N.B. Cet article a été publié sur gasy.tanety.com en octobre 2018
“Si un coup d’état c’est de prendre le pouvoir hors de la procédure normale et constitutionnelle oui bien sûr, c’est un coup d’état.”. Nicolas Sarkozy – à propos du renversement de Marc Ravalomanana.
Un coup d’état consiste à renverser le régime en place de façon illégale, en s’appuyant sur usant de la force.
Quand le renversement est opéré par des militaires contre un régime légal en place, cela s’appelle un putsch.
Un coup d’état pour instaurer la démocratie?
Quelles que soient ses motivations, un coup d’état ou un putsch constitue un crime.
Prétextant mettre fin à la “dictature” de Ravalomanana et d’instaurer une véritable démocratie, Andry Rajoelina commet un putsch et dissout par la force le parlement (un collège d’élus). Donc prétexter mettre en place une démocratie en commettant la pire des actes anti-démocratiques?

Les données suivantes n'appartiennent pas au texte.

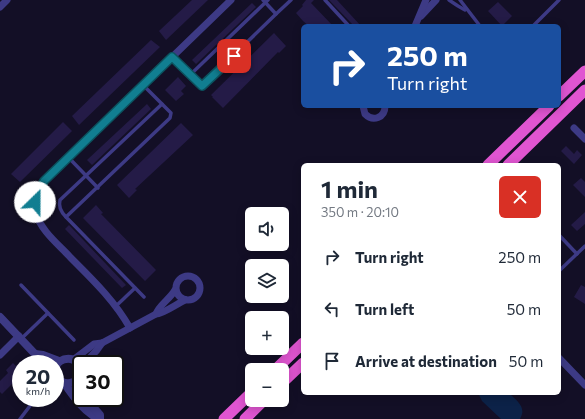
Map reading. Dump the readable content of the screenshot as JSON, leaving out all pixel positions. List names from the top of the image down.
{
  "page": {
    "turn": ["250 m", "Turn right"],
    "heading": ["1 min", "350 m · 20:10"],
    "map_buttons": ["+", "−"],
    "list": [
      {
        "name": "Turn right",
        "value": "250 m"
      },
      {
        "name": "Turn left",
        "value": "50 m"
      },
      {
        "name": "Arrive at destination",
        "value": "50 m"
      }
    ],
    "speed": "20 km/h",
    "limit": "30"
  }
}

On ne peut pas instaurer une démocratie par un coup d’état. On ne peut pas non plus affirmer que le peuple est avec vous sous prétexte que vous avez pu rameuter quelques milliers de personnes dans un endroit. Le pouvoir appartient au peuple comme aiment bien dire les acteurs du putsch. Mais le peuple donne le pouvoir à travers une élection et non pas par l’usage de kalachnikov rouillés.
En allant sur Wikipédia, on a trouvé ce passage: “La technique de base du coup d’état consiste à s’emparer des organes centraux de l’État ou à les neutraliser, en occupant leurs lieux de fonctionnement qui sont aussi les lieux symboliques du pouvoir. C’est ainsi que procéda Napoléon Bonaparte, lors de son coup d’état du 18 brumaire. Disposant de l’appui de l’armée, il lui fallait contrôler le pouvoir civil.”
La façon dont Andry Rajoelina a opéré en 2009 correspond tout à fait à ses définitions.
En effet:
- On a pris les ministères en forçant les portes, puis installer de force le “ministre” le tout appuyé par un long cortège de partisans qu’on fait passer pour le “vahoaka”. Ceci afin de donner une apparence de légitimité pouvant justifier l’action.
- Il y avait aussi la mutinerie de certains militaires. La principale raison de leur mécontentement était que Ravalomanana ne voulait plus procéder aux avancements automatiques basés uniquement sur l’ancienneté auxquels l’armée était habituée. Ce mécontentement a été par la suite récupéré par Rajoelina qui déclara plus tard sur le 13 mai que dorénavant c’était lui qui commandait l’armée.
- On amène les partisans investir un Palais Présidentiel de façon délibérée sachant pertinemment que les forces de l’ordre et les gardes avaient le devoir de le protéger à tout prix – dans la logique même de leur mission.
- Ensuite on attaque les Palais Présidentiels avec des militaires appuyés par des blindés, probablement avec l’objectif de capturer le président en exercice si l’on juge aux propos de Sarkozy: “… je mets en garde le nouveau pouvoir sur l’intégrité physique de l’ancien président …”.
Un coup d’état légal “à la malgache”
En poursuivant la lecture de notre article Wikipédia, le prochain paragraphe parle de “Régularisation”. Mais il y avait un hic. Le Président a sorti une ordonnance transférant le pouvoir à un directoire militaire présidé par les plus hauts gradés de l’armée. Ce qui constitue une infraction à la constitution alors en vigueur qui prévoyait plutôt un transfert de facto au président du Senat en cas de défaillance ou d’indisponibilité du président en exercice.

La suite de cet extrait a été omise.